● **DATA LISTING**:
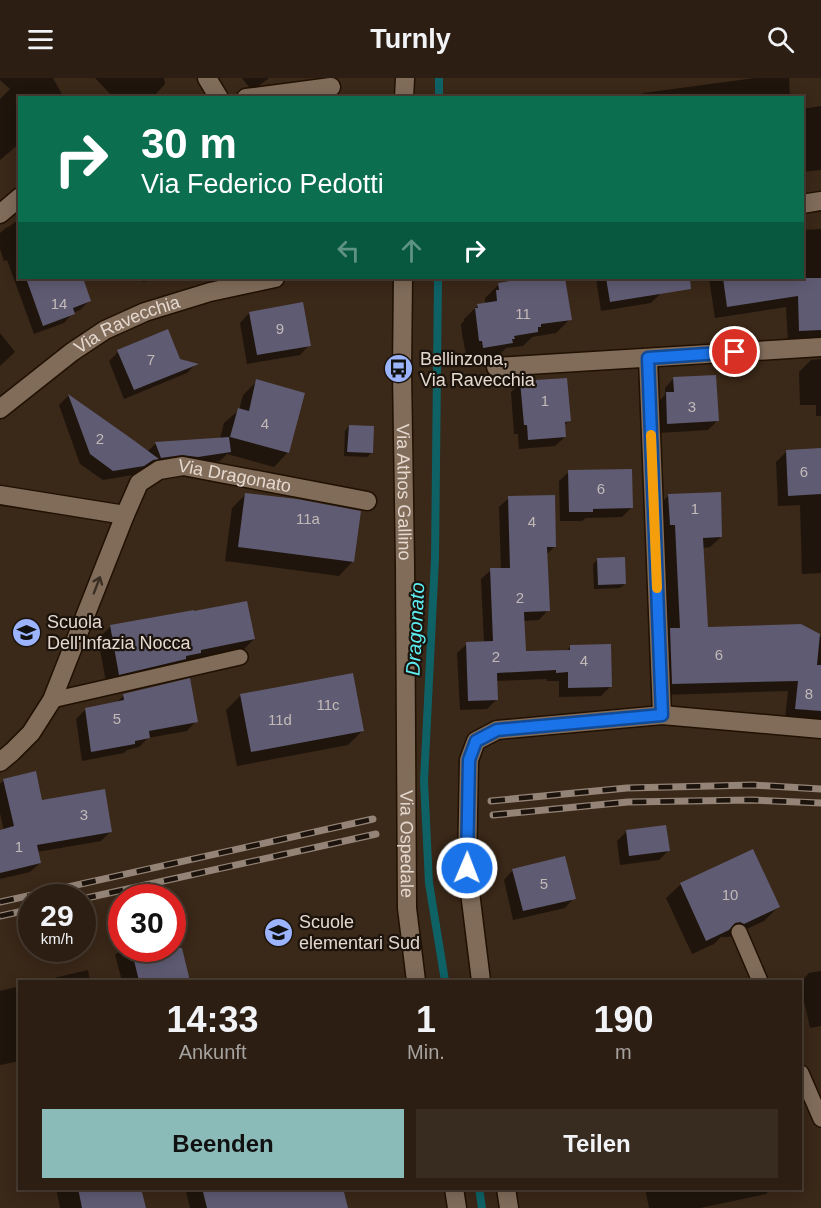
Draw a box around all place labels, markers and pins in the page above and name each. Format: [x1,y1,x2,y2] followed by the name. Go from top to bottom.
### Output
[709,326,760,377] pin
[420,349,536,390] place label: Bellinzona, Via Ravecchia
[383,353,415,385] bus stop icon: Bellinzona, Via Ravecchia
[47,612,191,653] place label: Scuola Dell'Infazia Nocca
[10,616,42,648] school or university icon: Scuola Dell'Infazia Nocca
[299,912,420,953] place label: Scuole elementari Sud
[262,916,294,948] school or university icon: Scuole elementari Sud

● **PROBLEM DETAILS**:
Retype all of the entries exactly as written, leaving out any images.

● **TASK ANSWER**:
Draw a box around all place labels, markers and pins in the page above and name each. Format: [x1,y1,x2,y2] followed by the name. Go from top to bottom.
### Output
[709,326,760,377] pin
[420,349,536,390] place label: Bellinzona, Via Ravecchia
[383,353,415,385] bus stop icon: Bellinzona, Via Ravecchia
[47,612,191,653] place label: Scuola Dell'Infazia Nocca
[10,616,42,648] school or university icon: Scuola Dell'Infazia Nocca
[299,912,420,953] place label: Scuole elementari Sud
[262,916,294,948] school or university icon: Scuole elementari Sud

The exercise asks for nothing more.